Neurocysticercosis umum terjadi di Asia, Afrika Tengah dan Amerika Latin. Dipercaya bahwa di beberapa daerah hingga 25 persen penduduknya terinfeksi cacing pita babi. Pada 2015, cacing pita membunuh sekitar 400 orang di seluruh dunia.

Paling sering, telur parasit masuk ke tubuh manusia melalui air kotor dan sayuran yang tidak dicuci, serta melalui makan daging mentah.

Parasit zombie

Toxoplasma adalah protista, yang pemiliknya sebagian besar adalah kucing. Namun, orang juga terinfeksi, yang, bagaimanapun, dalam banyak kasus tidak mengancam sesuatu yang istimewa. Toxoplasma berbahaya hanya untuk wanita hamil dan orang dengan kekebalan yang berkurang. Pada saat yang sama, sejumlah ilmuwan percaya bahwa protista juga dapat mempengaruhi perilaku manusia, hampir memaksanya untuk memelihara kucing.

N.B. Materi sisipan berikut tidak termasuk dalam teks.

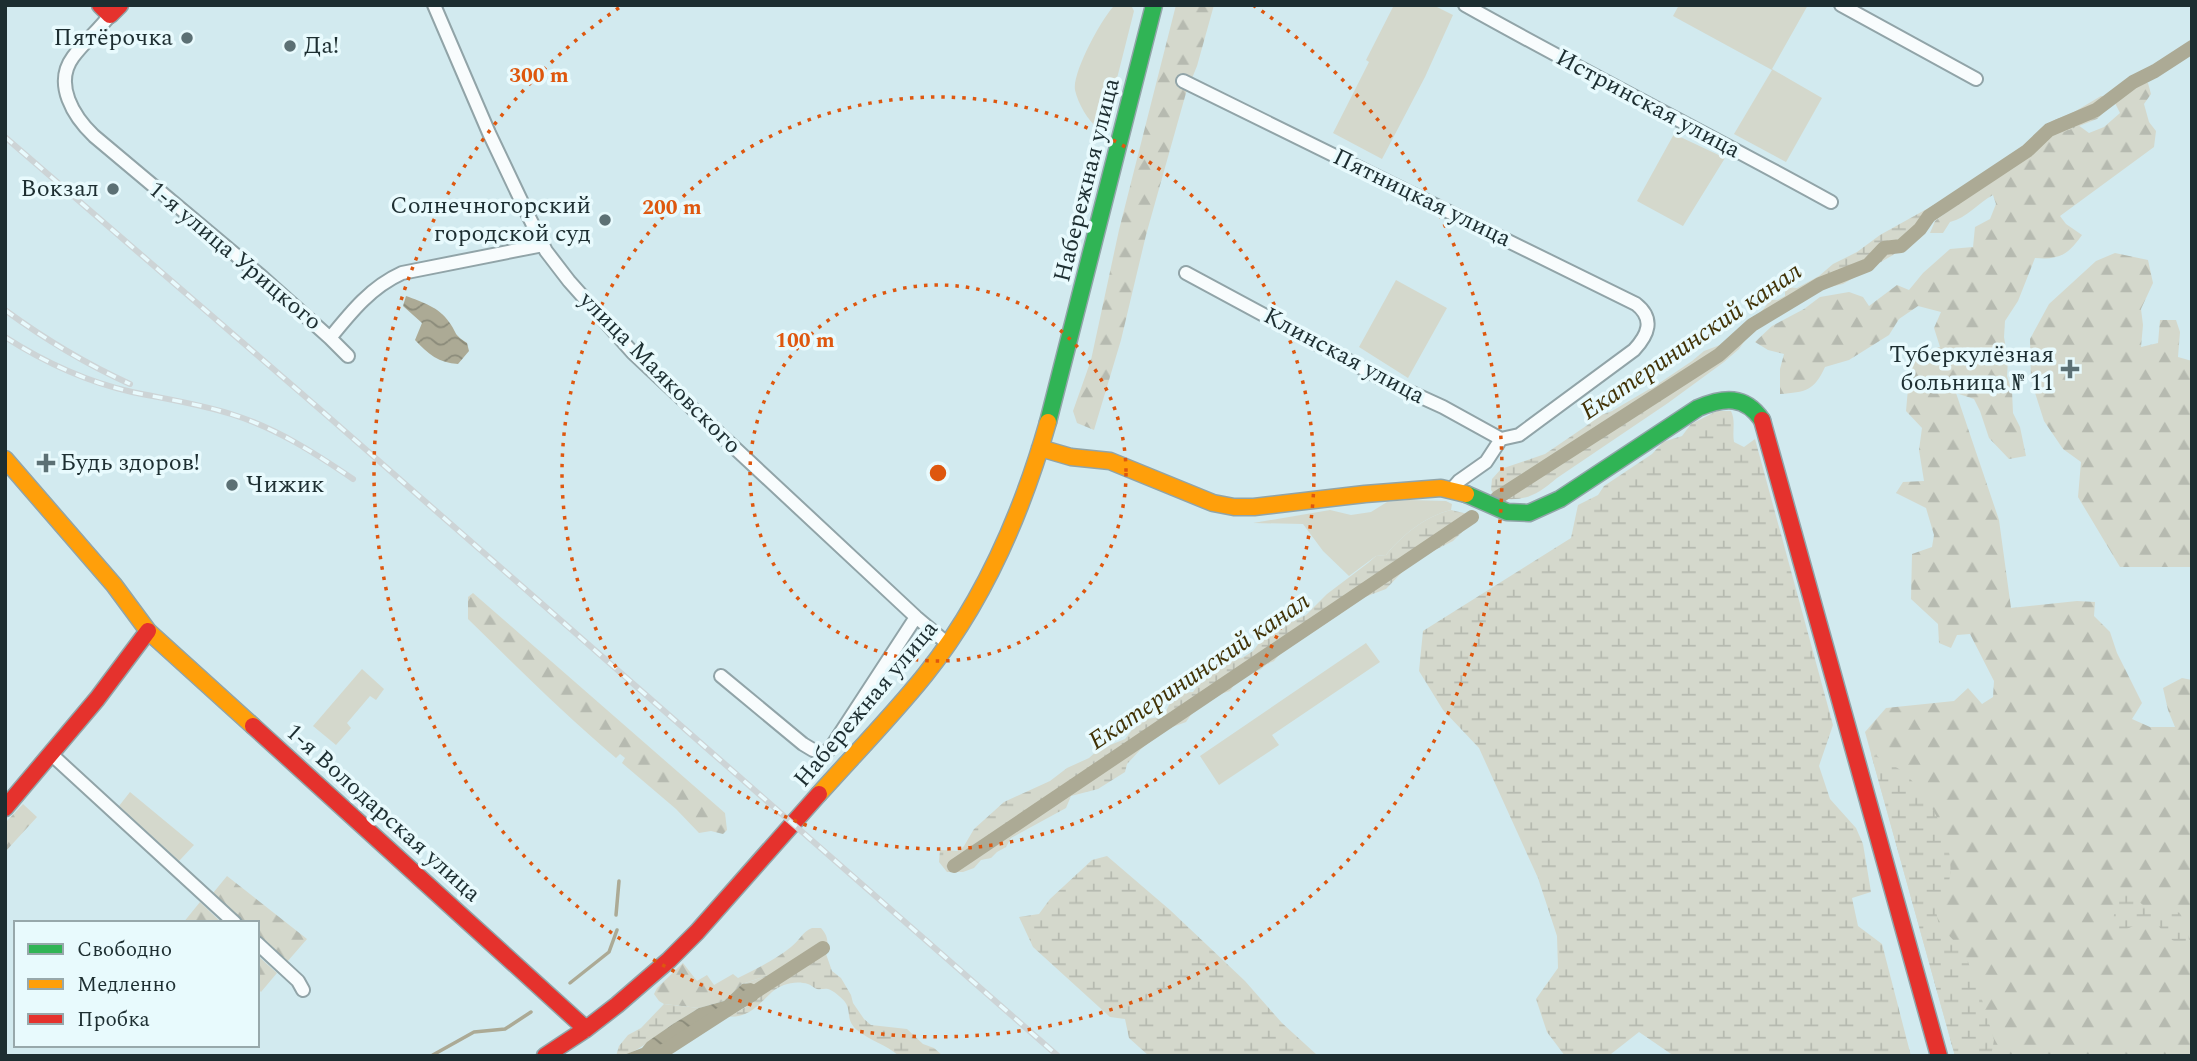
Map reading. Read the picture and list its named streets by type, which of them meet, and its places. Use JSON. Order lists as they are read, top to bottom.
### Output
{
  "streets": {
    "street": [
      "Истринская улица",
      "Набережная улица",
      "Пятницкая улица",
      "1-я улица Урицкого",
      "Клинская улица",
      "улица Маяковского",
      "1-я Володарская улица"
    ]
  },
  "crossings": [
    ["Набережная улица", "улица Маяковского"],
    ["Набережная улица", "1-я Володарская улица"],
    ["Пятницкая улица", "Клинская улица"],
    ["1-я улица Урицкого", "улица Маяковского"]
  ],
  "water": ["Екатерининский канал"],
  "places": {
    "other": [
      "Пятёрочка",
      "Да!",
      "Вокзал",
      "Солнечногорский городской суд",
      "Чижик"
    ],
    "health": ["Туберкулёзная больница № 11", "Будь здоров!"]
  },
  "legend": ["Свободно", "Медленно", "Пробка"],
  "rings": ["300 m", "200 m", "100 m"]
}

Telah terbukti bahwa tikus yang terinfeksi mikroorganisme kurang takut pada perwakilan keluarga kucing. Akibatnya, hewan pengerat seperti itu sering menjadi korban hewan peliharaan, dan protista berhasil menembus tubuh inang utamanya. Mekanisme serupa telah diusulkan untuk manusia oleh ahli biologi Kevin D. Lafferty dari University of California, Santa Barbara. Ilmuwan menemukan bahwa di daerah-daerah di mana sebagian besar populasinya terinfeksi Toxoplasma, neurotisme juga umum terjadi, yang memengaruhi perkembangan budaya. Perlu dicatat bahwa korelasi ini tidak menunjukkan hubungan sebab akibat. Oleh karena itu, asumsi tentang pengaruh parasit terhadap perilaku manusia tetap menjadi hipotesis yang belum terkonfirmasi, meskipun populer.